Goal of the exercise. Which lines in the records below include the word "hidden"? Report each of them in full.

Provided data START

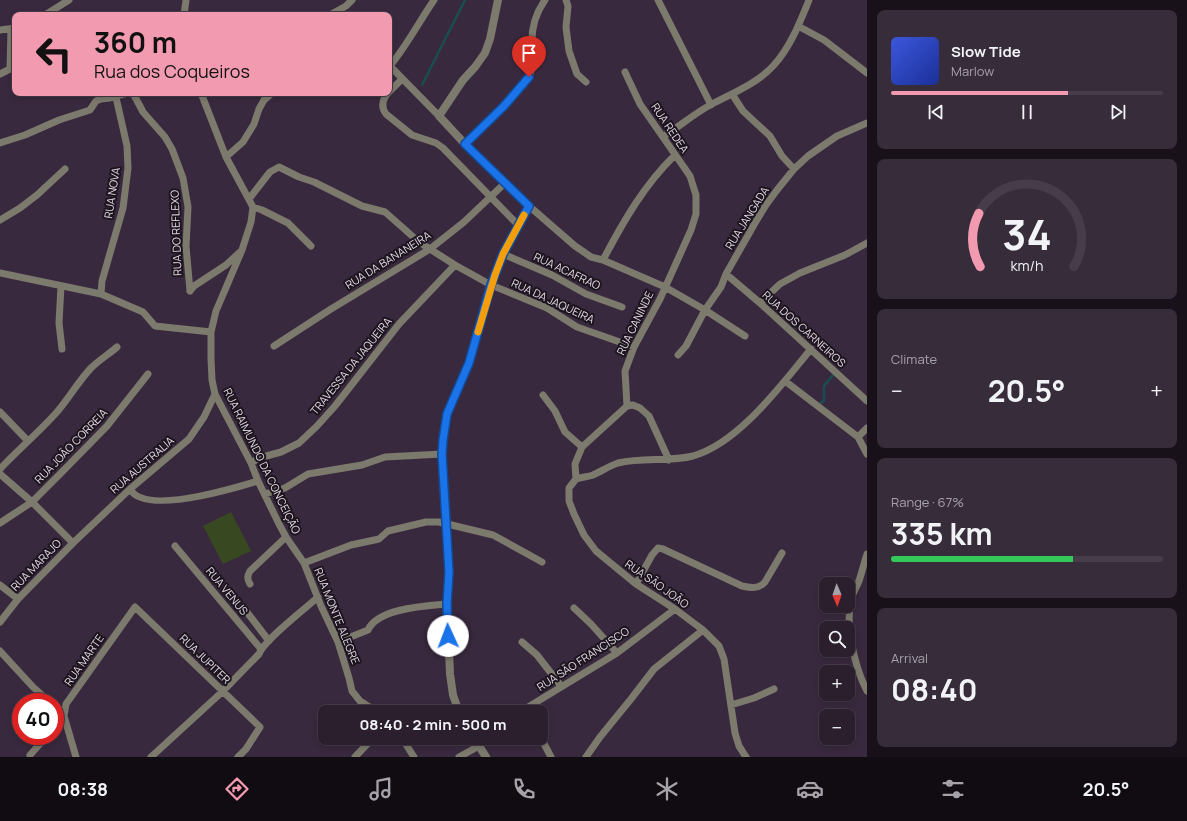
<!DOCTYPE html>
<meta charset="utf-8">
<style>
body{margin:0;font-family:Manrope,sans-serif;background:#372c3a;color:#f1f3f6;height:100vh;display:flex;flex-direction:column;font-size:15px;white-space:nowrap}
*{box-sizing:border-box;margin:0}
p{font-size:13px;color:#a6a2aa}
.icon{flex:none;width:22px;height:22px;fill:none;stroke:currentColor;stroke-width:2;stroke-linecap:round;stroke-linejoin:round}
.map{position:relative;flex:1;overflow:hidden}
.panel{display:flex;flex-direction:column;gap:10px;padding:10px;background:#181119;width:320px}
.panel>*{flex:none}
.guide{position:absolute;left:12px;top:12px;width:380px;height:84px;border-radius:8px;box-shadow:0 2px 6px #0003,0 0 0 1px #473d4a;background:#f29ab0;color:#111;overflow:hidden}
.needle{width:26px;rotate:178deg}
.buttons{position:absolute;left:819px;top:577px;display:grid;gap:8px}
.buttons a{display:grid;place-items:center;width:36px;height:36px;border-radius:8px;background:#2b1f2e;box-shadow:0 2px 6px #0003,0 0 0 1px #473d4a;font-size:20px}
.speed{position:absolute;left:12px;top:693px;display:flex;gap:8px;font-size:20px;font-weight:700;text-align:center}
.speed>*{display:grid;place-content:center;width:52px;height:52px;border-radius:50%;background:#2b1f2e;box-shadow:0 2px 6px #0003,0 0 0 1px #473d4a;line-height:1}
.speed .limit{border:6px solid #d22;background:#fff;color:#111}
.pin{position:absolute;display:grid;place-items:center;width:34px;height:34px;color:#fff;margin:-41px -17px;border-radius:50% 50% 50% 0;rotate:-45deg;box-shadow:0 0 4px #0007}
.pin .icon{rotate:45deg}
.me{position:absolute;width:44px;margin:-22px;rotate:358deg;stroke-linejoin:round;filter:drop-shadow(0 0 3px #0008)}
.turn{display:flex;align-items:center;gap:14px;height:84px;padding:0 16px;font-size:18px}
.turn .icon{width:52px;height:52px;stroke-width:2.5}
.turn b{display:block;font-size:28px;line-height:34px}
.big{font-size:30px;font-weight:700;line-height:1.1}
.panel .widget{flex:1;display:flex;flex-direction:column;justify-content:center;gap:6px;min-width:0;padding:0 14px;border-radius:8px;background:#372c3a}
.panel .dial{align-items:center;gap:0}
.dial svg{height:104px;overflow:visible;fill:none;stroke:#473d4a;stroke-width:7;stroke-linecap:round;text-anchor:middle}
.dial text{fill:#f1f3f6;stroke:none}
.song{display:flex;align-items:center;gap:12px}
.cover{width:48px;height:48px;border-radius:6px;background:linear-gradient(135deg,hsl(230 70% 55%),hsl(230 70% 35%))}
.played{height:4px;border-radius:2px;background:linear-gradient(90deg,#f29ab0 65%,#473d4a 65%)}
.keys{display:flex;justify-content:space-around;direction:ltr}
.heat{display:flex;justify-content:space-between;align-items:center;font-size:22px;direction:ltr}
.charge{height:6px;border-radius:3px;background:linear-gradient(90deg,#34c759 67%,#473d4a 0)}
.trip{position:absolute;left:318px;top:705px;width:230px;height:40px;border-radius:8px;background:#2b1f2e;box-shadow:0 2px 6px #0003,0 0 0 1px #473d4a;font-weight:700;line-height:40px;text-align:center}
.tabs{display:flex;height:64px;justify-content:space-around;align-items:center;background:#110c12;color:#a6a2aa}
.tabs .icon{width:28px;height:28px}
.tabs .active{color:#f29ab0}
.tabs b{font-size:18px;color:#f1f3f6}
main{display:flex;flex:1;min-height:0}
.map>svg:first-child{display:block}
.green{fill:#384821}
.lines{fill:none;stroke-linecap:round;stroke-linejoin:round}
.stream{stroke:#184d52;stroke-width:2.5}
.minor{stroke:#7c796d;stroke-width:7}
.tertiary{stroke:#7c796d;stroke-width:8}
.route-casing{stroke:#114b97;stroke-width:10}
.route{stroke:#1a73e8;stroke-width:7}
.slow{stroke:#f59e0b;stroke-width:7}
.labels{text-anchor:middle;stroke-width:4;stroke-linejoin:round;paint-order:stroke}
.street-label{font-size:11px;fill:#e3d8e6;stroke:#1c151e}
</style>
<main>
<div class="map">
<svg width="867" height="757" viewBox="0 0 867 757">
<rect width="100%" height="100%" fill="#39293e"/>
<!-- green -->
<path class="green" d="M231,512L251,551L223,564L203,526Z"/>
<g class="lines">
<!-- stream -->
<path class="stream" d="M422,85L465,0
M820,404L824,400V386L833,375"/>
<!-- minor -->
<path class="minor" d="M566,0L568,6L566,27L569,51L577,74L586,82
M658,0L711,105
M45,15L69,0
M184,15L186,0
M330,15L346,6L352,0
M798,26L824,40L867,73
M0,30L15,28
M389,65L439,116
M390,66C407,45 419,22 434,0
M10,69L11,29
M625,72L640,104L690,176L696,195V214L691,230L660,299L634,347L625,371L627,406L582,447L575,464L576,479L569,488V501L574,514L584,535L596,551L636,584L675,609L703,630L719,646L724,659L735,733L739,746L746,757
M0,74L10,69H15
M389,92L402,79
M133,93L143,112L165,137L172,149L183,178L188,207L186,246L190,291
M201,93L226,157L253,207L251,222L242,250L216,311L211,332V359L212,380L215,394L251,463L258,481L279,524L286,537L304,563L321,606L338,642L349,678L352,691L360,701L377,712
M388,93C382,100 381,107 386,114L412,135L436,143L443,148L519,226
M732,94L743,111L770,136L782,156L794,169
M664,136C680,126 695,113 712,104C733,93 758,83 774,65C791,46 800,22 809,0
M0,143L25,135L59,120L90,110L96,101L101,99L110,98L128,93
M465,144C481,128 525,91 531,71C533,63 532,55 532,47C531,30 535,14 545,0
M226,157L243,142L254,124L259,109L264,100L272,93
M249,199L270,172L279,167L299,177L314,182L362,206L385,212L419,242L455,265L491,285L547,308L577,327L634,347
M529,206L575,246L591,257L603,260L665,287L705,310L745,336
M253,207L262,210L288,223L311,246
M0,220L20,208L37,195L65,169
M503,254L552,275L586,294L622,307
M603,260C623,222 644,185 675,155
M0,273L101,294L143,312L155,326L211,332
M726,274L760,303L867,401
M61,286L59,323L62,349
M190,291L194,286L226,265L240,252
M101,294L102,281L123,208L128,168L127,146L115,93
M760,303L780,284L800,273L845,255L867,243
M274,346L331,309L430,249L464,222L505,183
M678,355L686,346L705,310L721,287L726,274L755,223L766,205L777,190L794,169L808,156L837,136L867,123
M785,381L858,437L867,454
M543,395L555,411L565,432L582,447
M627,406L633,405L640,408L649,416L669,460
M0,412L28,441
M858,437L867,428
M251,463L259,458L281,452L299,443L317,426L335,406L399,324L455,265
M0,469C18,450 39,432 57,412C69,398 78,382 91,368C99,360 109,354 117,347
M0,474L32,502L73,543
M576,479C581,477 588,477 593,475C602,471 609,466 618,463C643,457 669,462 693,456C739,443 781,385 811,349
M130,489C145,516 235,488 258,481
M265,494L285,488L308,474L362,465L385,457L442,454
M0,523L32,502L60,474L107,426L148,374
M175,546L261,649
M867,554C864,563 862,572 859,581C856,588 852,594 851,601C845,626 855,668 867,691
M304,563L351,545L379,539L388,531L426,522H439L493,535L542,562
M250,584C247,579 247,576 250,571L286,537
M636,584L652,555L658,548L663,549L742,586C751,588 759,589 765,582L782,553
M0,585L18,599
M243,607L269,641
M574,608L591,624L617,653
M0,622L18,599L73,543L130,489L189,439L204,417L215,394
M338,642L368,630C378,608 426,606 447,604
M522,642L537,655L561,686
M0,651L33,687L50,702
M731,705L754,698L774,689
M55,707L64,716L76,757
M520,712L617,653L675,609
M55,727L64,716L66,704L135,607L260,727L246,749L238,757
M402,738L414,757
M541,738L551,757
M478,744L484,738
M30,755L47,736
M151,757L222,692L259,654C264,640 305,609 318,597
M355,757L373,738
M459,757L479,746
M586,757L600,737L631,699L654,669L703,630"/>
<!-- tertiary -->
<path class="tertiary" d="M459,712L453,695L450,674L447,604L449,572L443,478V440L447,414L469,363L491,285L503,254L529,206L465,144L439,116L463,80L475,67L485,53L490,39L498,0
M474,738L486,757"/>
</g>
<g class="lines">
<defs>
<path id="route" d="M448,636L447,604L449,572L442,454L443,440L447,414L469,363L491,285L503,254L529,206L465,144L504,106L529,77"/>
</defs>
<!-- route casing -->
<use href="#route" class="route-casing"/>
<!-- route -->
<use href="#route" class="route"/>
<!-- slow -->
<path class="slow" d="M478,332L495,275L503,254L524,215"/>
</g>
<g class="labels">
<!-- street labels -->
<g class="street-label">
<text transform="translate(670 128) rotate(56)" y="4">RUA REDEA</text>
<text transform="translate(112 193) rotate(-81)" y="4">RUA NOVA</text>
<text transform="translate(747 218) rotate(-58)" y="4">RUA JANGADA</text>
<text transform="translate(176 233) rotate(-92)" y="4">RUA DO REFLEXO</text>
<text transform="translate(388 260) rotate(-32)" y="4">RUA DA BANANEIRA</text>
<text transform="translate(567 271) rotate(25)" y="4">RUA ACAFRAO</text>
<text transform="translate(553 301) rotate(25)" y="4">RUA DA JAQUEIRA</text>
<text transform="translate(635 323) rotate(-64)" y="4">RUA CANINDE</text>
<text transform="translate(804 329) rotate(42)" y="4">RUA DOS CARNEIROS</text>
<text transform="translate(351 366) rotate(-51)" y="4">TRAVESSA DA JAQUEIRA</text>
<text transform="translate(71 446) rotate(-46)" y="4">RUA JOÃO CORREIA</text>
<text transform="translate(262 461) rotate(64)" y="4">RUA RAIMUNDO DA CONCEIÇÃO</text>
<text transform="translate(142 465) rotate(-41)" y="4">RUA AUSTRALIA</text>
<text transform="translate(36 565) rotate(-46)" y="4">RUA MARAJO</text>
<text transform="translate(657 584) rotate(35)" y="4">RUA SÃO JOÃO</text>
<text transform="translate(227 591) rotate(50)" y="4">RUA VENUS</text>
<text transform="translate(337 616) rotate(68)" y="4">RUA MONTE ALEGRE</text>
<text transform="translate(205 659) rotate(44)" y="4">RUA JUPITER</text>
<text transform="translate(583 659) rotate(-33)" y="4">RUA SÃO FRANCISCO</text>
<text transform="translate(84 660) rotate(-55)" y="4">RUA MARTE</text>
</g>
</g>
</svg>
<div class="buttons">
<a><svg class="needle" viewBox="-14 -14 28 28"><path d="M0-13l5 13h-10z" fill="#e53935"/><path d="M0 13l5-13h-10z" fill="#a6a2aa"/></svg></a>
<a><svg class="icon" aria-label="search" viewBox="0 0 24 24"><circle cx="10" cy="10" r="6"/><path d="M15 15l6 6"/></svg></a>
<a>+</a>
<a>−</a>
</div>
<div class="speed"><div class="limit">40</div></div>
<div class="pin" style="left:529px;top:77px;background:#d93025"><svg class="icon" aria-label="arrive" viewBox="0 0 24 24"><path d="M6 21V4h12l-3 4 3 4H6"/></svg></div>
<svg class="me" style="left:448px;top:636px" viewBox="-20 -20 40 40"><circle r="19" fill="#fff"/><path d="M0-13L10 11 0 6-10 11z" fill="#1a73e8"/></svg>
<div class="trip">08:40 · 2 min · 500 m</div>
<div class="guide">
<div class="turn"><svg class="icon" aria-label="left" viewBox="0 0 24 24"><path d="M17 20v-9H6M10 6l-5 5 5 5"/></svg><div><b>360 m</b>Rua dos Coqueiros</div></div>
</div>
</div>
<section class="panel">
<div class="widget">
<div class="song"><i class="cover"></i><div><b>Slow Tide</b><p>Marlow</p></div></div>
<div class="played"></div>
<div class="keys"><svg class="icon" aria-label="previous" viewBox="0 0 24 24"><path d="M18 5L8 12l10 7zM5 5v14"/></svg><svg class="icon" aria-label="pause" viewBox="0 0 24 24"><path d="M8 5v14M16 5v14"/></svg><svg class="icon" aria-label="next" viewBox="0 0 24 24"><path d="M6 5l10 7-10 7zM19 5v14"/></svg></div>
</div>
<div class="widget dial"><svg viewBox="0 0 100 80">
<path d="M14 69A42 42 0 1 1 86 69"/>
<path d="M14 69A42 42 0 0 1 13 28" stroke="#f29ab0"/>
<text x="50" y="56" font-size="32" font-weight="700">34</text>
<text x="50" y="72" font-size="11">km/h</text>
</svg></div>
<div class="widget"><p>Climate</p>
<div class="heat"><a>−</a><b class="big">20.5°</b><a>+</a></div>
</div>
<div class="widget"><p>Range · 67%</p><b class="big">335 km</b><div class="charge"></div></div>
<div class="widget"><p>Arrival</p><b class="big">08:40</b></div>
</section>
</main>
<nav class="tabs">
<b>08:38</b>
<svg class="icon active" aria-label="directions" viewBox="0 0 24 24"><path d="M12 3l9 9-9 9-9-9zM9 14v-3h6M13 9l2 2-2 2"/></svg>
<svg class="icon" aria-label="music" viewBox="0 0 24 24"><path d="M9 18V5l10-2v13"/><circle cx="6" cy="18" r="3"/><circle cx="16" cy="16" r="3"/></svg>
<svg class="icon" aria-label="phone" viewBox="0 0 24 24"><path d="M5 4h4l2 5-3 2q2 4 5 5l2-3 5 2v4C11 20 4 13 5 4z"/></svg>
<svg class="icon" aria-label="climate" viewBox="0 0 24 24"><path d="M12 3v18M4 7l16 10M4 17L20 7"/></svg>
<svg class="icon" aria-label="car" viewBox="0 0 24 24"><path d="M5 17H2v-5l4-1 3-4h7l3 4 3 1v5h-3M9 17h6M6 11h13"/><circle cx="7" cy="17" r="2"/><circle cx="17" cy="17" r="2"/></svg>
<svg class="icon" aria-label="filters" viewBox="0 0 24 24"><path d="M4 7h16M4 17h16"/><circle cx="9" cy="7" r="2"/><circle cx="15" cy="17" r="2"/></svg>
<b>20.5°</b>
</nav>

Provided data END

The completed task.
.map{position:relative;flex:1;overflow:hidden}
.guide{position:absolute;left:12px;top:12px;width:380px;height:84px;border-radius:8px;box-shadow:0 2px 6px #0003,0 0 0 1px #473d4a;background:#f29ab0;color:#111;overflow:hidden}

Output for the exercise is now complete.